In the Dream House: A Memoir

Carmen Maria Machado’s memoir, IN THE DREAM HOUSE, is a messy, ferocious thing. Brilliant and devastating, incisive and defiant, it is at once an intensely personal evocation of a queer woman’s domestic emotional abuse, and the gestation of an archive investigating the conspicuous absence of research and narrative documenting queer women’s domestic abuse throughout history. Because at the heart of this book, Machado is trying to reckon with her recent, formative, deeply traumatic past, and there are precious few documented precedents. Not only did this complicate her understanding of her situation while it was ongoing --- that is the violence of erasure, evidence of the need for true representation beyond lip service or tokenism --- she must constantly ask of herself: How do I tell this story?

When they met, the woman from the Dream House said she was in an open relationship. Machado takes us through the whirlwind love affair, allowing us to witness the kinetic shift as the woman from the Dream House moves from fairy tale to horror story. Of course, the horror story was there all along. This was never a fairy tale. But Machado didn’t know that when she began. You nearly never do, but queer folks in particular never do. Not like this, not when the villain isn’t systemic homophobia or a person or people who embody it, but your partner in the narrative. You don’t see it coming. How could you? We don’t talk about it. We don’t tell that story.

"The material is so dark it nearly feels wrong to call it pleasurable to read, but it is, because Machado is that good... Machado has crafted a work here that is incisive and vulnerable, mesmeric and haunting."

Anyone who has read her magnificent debut short story collection, HER BODY AND OTHER PARTIES, knows that Machado is a master of form and style, manipulating them to get at the heart of each work. IN THE DREAM HOUSE is a collection of vignettes and short pieces: “Dream House as Lesbian Cult Classic,” “Dream House as Hotel Room in Iowa City,” “Dream House as Chekhov’s Gun,” “Dream House as Sniffs from the Ink of Women,” “Dream House as Choose Your Own Adventure,” “Dream House as Haunted Mansion.”

The pieces work incredibly effectively: guiding the reader into the fantasy of her relationship, through the creeping, emerging horror of it, the gaslit, frantic terror and depression --- and back out again, into the present, in which Machado is happily married to another woman and is able to create art and archive from her trauma.

The abuse, largely, isn’t physical. It’s verbal, it’s emotional manipulation, it’s gaslighting. It weaponizes all the parts of Machado already made vulnerable through queerness, fatness, womanhood and race.
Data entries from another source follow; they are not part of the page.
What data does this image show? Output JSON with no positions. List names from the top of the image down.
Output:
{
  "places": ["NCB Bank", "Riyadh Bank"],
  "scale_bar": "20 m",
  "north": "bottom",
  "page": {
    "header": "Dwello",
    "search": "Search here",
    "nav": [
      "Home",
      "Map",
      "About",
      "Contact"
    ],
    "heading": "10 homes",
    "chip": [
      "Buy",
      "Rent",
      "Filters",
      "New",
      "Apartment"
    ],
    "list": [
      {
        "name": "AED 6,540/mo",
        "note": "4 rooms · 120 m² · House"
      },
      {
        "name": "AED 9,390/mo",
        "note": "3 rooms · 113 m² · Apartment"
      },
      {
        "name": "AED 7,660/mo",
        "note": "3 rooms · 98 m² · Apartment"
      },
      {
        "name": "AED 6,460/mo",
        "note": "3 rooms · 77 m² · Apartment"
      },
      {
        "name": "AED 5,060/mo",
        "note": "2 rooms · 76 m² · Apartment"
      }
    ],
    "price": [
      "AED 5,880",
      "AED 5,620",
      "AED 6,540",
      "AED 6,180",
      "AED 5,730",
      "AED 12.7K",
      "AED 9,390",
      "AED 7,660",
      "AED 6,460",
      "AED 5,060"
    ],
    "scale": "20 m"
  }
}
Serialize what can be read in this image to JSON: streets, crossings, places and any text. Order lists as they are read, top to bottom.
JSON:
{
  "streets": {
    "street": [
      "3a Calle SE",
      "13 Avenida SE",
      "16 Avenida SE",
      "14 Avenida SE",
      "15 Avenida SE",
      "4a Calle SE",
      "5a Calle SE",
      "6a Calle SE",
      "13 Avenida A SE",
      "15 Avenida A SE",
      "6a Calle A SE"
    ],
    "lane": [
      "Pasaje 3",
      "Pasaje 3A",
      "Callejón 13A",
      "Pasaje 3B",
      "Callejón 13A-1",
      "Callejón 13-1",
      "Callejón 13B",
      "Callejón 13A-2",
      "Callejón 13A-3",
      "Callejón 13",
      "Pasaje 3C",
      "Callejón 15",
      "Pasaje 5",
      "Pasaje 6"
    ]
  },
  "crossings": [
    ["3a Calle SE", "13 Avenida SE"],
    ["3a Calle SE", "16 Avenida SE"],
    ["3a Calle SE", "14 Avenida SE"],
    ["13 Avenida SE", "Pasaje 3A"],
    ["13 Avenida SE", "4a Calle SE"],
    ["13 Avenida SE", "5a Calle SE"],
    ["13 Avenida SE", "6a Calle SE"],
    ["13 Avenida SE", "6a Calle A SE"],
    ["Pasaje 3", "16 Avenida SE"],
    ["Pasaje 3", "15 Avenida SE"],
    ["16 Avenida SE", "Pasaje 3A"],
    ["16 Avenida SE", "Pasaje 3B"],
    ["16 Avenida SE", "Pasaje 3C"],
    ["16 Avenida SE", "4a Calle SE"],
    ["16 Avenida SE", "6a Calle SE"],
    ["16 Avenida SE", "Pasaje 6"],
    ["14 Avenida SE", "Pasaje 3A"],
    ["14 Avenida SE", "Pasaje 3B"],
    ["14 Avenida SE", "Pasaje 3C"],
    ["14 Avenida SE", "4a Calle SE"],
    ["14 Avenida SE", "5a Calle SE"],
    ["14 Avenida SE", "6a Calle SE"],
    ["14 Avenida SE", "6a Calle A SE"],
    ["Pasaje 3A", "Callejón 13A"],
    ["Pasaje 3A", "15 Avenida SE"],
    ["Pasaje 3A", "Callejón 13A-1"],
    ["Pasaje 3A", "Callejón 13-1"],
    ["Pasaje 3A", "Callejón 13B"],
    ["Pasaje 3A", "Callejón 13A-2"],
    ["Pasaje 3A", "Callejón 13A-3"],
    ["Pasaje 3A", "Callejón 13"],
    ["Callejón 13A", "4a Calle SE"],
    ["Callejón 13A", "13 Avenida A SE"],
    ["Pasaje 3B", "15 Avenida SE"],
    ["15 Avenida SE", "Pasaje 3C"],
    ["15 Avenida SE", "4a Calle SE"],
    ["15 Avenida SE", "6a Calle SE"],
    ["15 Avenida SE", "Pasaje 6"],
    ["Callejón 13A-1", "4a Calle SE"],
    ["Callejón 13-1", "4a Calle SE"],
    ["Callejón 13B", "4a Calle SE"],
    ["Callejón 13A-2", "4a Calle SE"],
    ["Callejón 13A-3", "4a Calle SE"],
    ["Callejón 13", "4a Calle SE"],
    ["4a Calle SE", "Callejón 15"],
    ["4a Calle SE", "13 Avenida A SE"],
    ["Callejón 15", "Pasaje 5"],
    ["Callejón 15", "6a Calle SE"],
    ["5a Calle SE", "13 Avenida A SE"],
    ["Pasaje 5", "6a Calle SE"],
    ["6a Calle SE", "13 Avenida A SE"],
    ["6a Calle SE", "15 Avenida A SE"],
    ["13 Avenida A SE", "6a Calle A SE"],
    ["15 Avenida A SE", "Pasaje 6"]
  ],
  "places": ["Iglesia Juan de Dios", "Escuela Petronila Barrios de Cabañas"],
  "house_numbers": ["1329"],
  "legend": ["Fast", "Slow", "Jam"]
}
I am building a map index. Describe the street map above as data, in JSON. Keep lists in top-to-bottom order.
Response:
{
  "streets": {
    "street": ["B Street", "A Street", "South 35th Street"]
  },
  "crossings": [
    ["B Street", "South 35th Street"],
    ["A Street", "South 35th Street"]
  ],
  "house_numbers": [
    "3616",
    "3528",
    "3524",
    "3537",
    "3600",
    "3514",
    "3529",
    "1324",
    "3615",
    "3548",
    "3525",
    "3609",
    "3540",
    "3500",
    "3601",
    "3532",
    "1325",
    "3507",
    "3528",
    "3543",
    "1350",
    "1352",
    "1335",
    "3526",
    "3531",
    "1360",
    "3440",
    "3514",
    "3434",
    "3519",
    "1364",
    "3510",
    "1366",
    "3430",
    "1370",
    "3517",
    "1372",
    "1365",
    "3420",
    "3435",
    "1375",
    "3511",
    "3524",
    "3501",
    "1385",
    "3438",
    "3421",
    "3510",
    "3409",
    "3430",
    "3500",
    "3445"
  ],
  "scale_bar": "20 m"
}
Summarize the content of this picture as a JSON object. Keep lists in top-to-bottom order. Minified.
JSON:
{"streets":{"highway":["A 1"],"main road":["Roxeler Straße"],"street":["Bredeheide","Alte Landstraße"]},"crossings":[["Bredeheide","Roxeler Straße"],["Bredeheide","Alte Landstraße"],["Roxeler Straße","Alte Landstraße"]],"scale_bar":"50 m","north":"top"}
Because it’s not physical, it’s harder to prove to herself that it’s happening. Because the perpetrator is not a man, it’s more difficult to contextualize within our schemas of abuse.

The material is so dark it nearly feels wrong to call it pleasurable to read, but it is, because Machado is that good, because each vignette packs such an intense punch both by itself and as part of this carefully curated narrative. This is far from the only book about an abused woman --- those are everywhere, in every genre --- but they’re infrequently told from the perspective of the survivor, wrangling with the messy intricacies of abuse and internalized guilt and misogyny, and contextualizing the experience within a broader, largely obscured history and present.

Machado has crafted a work here that is incisive and vulnerable, mesmeric and haunting. There is a monster at the center of the book, and you’ve fallen in something like love with her. What does that say about you? (It doesn’t, it doesn’t). She cracks open the narrative of domestic abuse among queer women (How could you do this to us? When they already think the worst of us? Aren’t we on the same side?) and exposes the wound for the wreckage it is. It is intimate and unapologetic, a baring of scar tissue that serves as an act of liberation. This happened. And it has been happening, and will keep on happening, and we need to talk about it.

IN THE DREAM HOUSE is unsettling because it should be. It’s vindicating even though it shouldn’t have to be. Harrowing and incandescent, it might resist being called a triumph, but it reads like one. It will burrow in, sit with the reader and shift you from within. I am profoundly grateful for this book and everything Machado has written.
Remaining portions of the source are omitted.